Allí me reuní con mi Amo, que se había sentado junto a Patrick. Feliz y orgullosa tras cumplir la misión que se me había encomendado, propuse que destináramos los trescientos francos de mi trabajo a un champán Gran Reserva.
Acabamos la velada en La Coupole, y lo cierto es que nuestra entrada en la brasserie causó sensación. Pierre me llevaba atada por la correa con toda naturalidad y Ghislaine y Patrick nos precedían. Yo espiaba las miradas pasmadas de los clientes. Descubrí así junto a Pierre el exquisito placer de escandalizar a las personas decentes. Después de todo, ¿qué ley prohíbe que una muchacha, a todas luces una niña bien, aparezca atada en un lugar público? Nadie puso objeción alguna y yo intuí, bajo el lógico estupor que mostraban, la concupiscencia de los unos, los celos de los otros y la envidia e incluso el deseo de algunos.

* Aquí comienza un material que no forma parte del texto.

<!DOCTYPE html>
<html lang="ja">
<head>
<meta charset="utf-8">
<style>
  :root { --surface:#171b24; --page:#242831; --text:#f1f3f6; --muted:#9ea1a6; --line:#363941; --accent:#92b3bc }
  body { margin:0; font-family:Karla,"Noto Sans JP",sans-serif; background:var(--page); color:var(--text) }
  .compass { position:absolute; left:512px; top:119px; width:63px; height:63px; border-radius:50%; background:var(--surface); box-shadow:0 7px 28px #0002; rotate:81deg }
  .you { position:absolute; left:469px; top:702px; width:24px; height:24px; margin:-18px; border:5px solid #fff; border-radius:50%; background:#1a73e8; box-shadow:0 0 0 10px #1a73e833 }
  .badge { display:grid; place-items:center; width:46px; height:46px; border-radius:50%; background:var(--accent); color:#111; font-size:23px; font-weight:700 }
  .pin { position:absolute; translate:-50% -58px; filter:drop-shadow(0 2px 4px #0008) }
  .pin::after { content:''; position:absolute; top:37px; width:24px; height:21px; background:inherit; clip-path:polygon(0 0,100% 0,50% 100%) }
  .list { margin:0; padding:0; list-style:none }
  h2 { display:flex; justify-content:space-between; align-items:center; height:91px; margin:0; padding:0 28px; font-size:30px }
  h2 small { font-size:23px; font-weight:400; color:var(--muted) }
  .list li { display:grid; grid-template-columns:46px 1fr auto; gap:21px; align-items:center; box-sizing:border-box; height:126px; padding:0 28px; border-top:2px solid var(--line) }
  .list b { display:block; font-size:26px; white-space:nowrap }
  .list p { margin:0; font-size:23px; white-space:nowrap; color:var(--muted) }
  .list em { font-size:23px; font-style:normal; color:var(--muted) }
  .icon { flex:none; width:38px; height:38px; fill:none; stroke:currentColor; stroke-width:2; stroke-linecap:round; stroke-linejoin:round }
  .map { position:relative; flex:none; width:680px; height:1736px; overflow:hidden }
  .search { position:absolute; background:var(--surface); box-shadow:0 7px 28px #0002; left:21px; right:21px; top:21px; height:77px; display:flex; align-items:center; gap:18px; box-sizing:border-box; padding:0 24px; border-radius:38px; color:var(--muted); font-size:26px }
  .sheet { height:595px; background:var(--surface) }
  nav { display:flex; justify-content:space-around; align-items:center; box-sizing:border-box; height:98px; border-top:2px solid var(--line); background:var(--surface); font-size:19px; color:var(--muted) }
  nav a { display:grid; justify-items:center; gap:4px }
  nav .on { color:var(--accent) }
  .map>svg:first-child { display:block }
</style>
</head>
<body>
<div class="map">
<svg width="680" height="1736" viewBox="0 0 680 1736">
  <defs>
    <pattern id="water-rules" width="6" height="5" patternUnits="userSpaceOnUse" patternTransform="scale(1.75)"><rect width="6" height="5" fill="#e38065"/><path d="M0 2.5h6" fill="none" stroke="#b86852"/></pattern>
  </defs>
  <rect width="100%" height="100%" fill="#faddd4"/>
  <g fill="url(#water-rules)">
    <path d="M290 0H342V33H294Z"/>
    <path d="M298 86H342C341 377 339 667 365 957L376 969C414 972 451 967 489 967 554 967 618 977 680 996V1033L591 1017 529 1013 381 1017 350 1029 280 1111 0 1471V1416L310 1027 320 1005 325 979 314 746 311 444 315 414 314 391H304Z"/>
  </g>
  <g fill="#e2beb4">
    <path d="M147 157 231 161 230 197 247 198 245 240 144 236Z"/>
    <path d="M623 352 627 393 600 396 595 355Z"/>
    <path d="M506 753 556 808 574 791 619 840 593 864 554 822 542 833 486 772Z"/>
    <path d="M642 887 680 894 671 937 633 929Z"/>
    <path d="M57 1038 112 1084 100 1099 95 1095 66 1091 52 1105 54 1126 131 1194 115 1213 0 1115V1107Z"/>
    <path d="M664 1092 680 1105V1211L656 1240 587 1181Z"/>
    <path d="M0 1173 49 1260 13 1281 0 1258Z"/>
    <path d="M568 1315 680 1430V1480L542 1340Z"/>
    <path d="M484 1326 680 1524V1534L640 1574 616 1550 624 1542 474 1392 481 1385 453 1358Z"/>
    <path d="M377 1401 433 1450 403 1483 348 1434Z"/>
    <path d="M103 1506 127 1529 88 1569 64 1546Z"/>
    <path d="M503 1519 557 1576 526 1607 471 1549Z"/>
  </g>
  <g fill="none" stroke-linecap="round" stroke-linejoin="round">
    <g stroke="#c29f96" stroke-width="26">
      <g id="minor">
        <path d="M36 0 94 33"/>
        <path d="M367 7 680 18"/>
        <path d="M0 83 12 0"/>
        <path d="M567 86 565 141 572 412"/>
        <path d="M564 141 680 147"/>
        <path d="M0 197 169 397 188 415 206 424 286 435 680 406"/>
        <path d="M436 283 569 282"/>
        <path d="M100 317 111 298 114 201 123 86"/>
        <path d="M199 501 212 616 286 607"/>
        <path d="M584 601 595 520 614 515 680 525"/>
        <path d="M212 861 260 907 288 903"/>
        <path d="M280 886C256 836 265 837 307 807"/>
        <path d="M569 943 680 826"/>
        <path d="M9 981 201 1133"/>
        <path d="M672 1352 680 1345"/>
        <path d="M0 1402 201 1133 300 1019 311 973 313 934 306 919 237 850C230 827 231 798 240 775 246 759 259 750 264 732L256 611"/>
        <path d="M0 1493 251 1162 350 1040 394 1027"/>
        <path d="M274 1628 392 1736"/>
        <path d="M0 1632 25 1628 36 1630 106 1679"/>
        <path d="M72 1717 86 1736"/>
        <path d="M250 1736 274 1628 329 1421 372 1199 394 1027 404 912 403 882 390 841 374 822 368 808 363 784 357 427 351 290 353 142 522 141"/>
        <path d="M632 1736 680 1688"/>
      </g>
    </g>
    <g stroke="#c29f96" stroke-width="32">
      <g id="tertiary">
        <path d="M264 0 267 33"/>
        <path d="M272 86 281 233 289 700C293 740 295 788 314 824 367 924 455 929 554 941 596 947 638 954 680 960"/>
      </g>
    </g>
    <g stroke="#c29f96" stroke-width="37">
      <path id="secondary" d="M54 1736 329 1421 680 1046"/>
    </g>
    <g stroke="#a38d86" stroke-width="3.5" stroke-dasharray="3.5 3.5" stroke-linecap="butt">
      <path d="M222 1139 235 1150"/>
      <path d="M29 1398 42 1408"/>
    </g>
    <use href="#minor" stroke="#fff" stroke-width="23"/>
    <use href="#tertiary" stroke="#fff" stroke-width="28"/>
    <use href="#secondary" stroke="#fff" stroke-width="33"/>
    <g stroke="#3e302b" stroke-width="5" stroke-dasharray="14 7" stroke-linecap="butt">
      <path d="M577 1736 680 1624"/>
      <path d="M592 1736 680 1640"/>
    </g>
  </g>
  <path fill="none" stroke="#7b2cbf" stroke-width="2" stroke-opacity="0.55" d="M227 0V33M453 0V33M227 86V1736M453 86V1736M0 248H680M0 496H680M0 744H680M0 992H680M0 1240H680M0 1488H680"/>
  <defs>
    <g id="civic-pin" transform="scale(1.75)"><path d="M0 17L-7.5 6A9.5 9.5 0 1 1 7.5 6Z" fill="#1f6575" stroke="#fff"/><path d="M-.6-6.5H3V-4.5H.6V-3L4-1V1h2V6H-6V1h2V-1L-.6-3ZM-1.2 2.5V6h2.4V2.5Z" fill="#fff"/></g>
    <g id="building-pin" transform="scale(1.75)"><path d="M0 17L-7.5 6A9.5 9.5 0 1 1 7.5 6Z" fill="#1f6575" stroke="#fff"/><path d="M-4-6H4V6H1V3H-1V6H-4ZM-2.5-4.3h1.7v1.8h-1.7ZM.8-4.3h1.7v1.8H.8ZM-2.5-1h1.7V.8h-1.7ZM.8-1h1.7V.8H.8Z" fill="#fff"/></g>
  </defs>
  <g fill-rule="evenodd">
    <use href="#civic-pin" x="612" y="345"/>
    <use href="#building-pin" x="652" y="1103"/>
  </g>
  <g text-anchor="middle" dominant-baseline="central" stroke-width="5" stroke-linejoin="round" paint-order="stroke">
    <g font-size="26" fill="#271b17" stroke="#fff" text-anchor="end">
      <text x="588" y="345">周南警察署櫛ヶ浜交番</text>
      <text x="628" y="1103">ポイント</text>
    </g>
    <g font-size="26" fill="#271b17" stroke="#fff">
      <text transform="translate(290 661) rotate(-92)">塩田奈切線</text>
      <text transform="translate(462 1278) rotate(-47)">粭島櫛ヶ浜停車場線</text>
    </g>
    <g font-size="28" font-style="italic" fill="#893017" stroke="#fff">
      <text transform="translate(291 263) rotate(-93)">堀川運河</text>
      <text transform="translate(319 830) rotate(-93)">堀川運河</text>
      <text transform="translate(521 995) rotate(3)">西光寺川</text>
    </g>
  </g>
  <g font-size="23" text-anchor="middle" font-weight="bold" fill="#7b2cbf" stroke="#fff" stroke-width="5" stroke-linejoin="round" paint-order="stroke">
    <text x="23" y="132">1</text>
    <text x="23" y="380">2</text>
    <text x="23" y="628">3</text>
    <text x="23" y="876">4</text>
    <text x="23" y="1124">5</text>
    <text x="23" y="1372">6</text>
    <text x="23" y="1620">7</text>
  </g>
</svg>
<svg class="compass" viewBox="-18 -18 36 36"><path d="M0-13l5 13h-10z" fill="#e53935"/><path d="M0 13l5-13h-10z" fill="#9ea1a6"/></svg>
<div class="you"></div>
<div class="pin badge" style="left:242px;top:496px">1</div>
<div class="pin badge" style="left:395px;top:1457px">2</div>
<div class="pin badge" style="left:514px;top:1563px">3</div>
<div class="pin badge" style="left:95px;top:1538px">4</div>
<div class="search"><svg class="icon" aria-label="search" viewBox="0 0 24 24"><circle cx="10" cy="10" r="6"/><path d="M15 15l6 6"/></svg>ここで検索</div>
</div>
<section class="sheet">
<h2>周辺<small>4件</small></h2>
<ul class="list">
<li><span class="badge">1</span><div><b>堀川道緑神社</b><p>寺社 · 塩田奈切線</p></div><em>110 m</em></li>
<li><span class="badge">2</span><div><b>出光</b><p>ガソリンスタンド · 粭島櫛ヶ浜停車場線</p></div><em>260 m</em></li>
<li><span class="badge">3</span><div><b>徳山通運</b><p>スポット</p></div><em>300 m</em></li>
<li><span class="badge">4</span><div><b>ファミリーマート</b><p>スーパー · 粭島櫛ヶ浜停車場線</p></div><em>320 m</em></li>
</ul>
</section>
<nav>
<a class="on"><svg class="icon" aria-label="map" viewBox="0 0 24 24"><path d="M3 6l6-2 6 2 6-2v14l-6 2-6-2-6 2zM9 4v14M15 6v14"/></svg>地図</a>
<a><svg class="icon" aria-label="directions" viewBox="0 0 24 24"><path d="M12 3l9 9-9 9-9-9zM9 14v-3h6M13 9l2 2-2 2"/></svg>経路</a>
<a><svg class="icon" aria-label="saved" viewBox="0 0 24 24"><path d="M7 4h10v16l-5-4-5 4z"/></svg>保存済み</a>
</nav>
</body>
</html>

El camarero nos trajo una botella de Dom Ruinart, mi champán favorito. Me saqué los billetes del corpiño de charol y se los tendí al camarero. Mi escote, que me dejaba los pechos al aire, lo tenía fascinado. Nuestros vecinos de mesa nos espiaban con mayor o menor discreción. Debía de ser la primera vez que veían atada a un pie de la mesa a una muchacha a quien un hombre llevaba de la correa como a un perro y que además invitaba a champán a sus amigos. Nuestra partida de La Coupole fue aún más espectacular que la entrada. Tan pronto como franqueamos el umbral, Pierre me obligó a ir a gatas hasta el coche, que había dejado aparcado delante de la puerta de la brasserie.
Obedecí por el puro placer de jugar. El hecho de no imponerle límite alguno a aquel nuevo afán mío de provocar y de escandalizar me infundía seguridad en mí misma. Estaba convencida de que, en lo sucesivo, podría llegar hasta donde me lo propusiera, y mucho más lejos de lo que llegarían la mayor parte de mis amigas en cualquier otro terreno. Caí entonces en la cuenta de que Pierre, mi Amo, no era tal vez más que una coartada que catalizaba mis emociones, pero, aunque sólo fuera por eso, lo cierto es que se había hecho imprescindible.
Aquella noche, sólo lamenté que mi claustrofobia me impidiera acomodarme en el maletero del coche, tal como Pierre me pidió en voz alta, delante de una pareja atónita.